The inside of the laptop is just as tasteful as the outside. There are no extra media buttons, no superfluous splashes of colour and the colour scheme is muted without appearing dull. The only trim elements to break away from the muted brown and black of the keyboard and its surround are the bevelled edges of the sections that surround the trackpad, keyboard and hinge that expose the shiny metal from which they're constructed. Next to it, comparably-spec'd laptops like the Acer Aspire 5749 and Dell 15R look pedestrian.
The brushed metal finish isn't all for show either - it's genuine aluminium rather than a plastic impersonation. A thin layer covers 90 per cent of the lid and the entire keyboard surround, although unlike a more expensive Ultrabook-style design, the rest of the chassis is plastic. This metallic layer is enough to give the DM4-2101 a flex-free, premium feel that is missing from the mostly-plastic laptops that inhabit this sub-£500 space.
In both size and weight, it straddles the gap between portability and at-home ease of use. It has a 14in screen and weighs just under 2kg - 1.987kg by our measurements - which is certainly not super lightweight but portable enough that you could easily cope with taking it on your daily commute (distance dependent of course). It's 3.22cm thick, so does take up a fair amount of bulk in your bag compared to those ultrabooks but, again, with an appropriately sized and compartmentalised bag you'll have no trouble.

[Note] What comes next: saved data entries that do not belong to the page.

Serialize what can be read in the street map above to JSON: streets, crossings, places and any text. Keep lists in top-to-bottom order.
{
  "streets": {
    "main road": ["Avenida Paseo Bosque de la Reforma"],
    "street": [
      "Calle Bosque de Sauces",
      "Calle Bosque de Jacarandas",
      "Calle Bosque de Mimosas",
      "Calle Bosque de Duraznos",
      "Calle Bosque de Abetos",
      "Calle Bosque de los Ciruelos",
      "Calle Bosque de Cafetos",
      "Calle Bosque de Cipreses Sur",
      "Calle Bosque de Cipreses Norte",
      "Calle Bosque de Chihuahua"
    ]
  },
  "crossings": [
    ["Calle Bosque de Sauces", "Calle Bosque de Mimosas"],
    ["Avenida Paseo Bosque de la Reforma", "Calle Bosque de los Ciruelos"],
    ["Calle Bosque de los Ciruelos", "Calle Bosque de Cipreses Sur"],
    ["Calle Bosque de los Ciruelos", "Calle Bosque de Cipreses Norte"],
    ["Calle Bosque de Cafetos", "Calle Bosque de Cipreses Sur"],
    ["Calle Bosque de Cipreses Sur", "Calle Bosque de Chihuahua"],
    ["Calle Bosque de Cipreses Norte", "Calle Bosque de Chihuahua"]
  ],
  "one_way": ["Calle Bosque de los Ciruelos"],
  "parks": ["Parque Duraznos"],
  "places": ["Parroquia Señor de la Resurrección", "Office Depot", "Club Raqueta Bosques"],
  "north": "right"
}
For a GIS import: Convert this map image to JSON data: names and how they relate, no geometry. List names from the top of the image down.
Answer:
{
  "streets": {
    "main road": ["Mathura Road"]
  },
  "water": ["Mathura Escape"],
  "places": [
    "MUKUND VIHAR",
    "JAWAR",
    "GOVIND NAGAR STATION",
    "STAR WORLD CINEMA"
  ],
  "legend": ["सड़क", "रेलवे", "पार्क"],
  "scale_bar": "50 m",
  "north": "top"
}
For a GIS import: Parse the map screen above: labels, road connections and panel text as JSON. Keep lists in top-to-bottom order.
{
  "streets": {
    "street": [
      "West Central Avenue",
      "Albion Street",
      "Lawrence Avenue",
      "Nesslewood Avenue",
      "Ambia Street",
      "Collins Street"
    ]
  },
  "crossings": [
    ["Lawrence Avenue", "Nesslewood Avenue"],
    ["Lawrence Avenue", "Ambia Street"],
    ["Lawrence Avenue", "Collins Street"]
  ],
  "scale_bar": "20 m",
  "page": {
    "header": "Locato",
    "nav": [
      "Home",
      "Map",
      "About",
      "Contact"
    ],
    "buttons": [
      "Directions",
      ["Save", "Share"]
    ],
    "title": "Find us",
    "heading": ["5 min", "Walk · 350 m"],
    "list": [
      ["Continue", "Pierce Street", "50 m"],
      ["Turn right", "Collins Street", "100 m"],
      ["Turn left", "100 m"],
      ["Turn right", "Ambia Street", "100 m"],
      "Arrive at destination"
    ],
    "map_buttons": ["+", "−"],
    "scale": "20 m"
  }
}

Connectivity is good, but basic. The right edge houses two USB ports, power jack and the optical drive. This is one of the small let downs here as it's only a DVD writer rather than a Blu-ray drive, which is understandable at the price but still notable. The left edge is home to the additional USB port, the HDMI and VGA video outputs, Gigabit Ethernet port and the SPDIF/headphone output and microphone input. There are no ports on the back, but there is an SD/MMC memory card reader on the front and a fingerprint reader within the keyboard surround. All the USB ports are 2.0 rather than the newer, and much faster, 3.0 standard, and the eSATA port of the 2010 model has now gone (this is the other let down).
It's simple, it's tasteful - and while there are holes to poke in its spec list, at £499 we think many will be happy to trade USB 3.0 and a Blu-ray drive for better build quality and a neater look.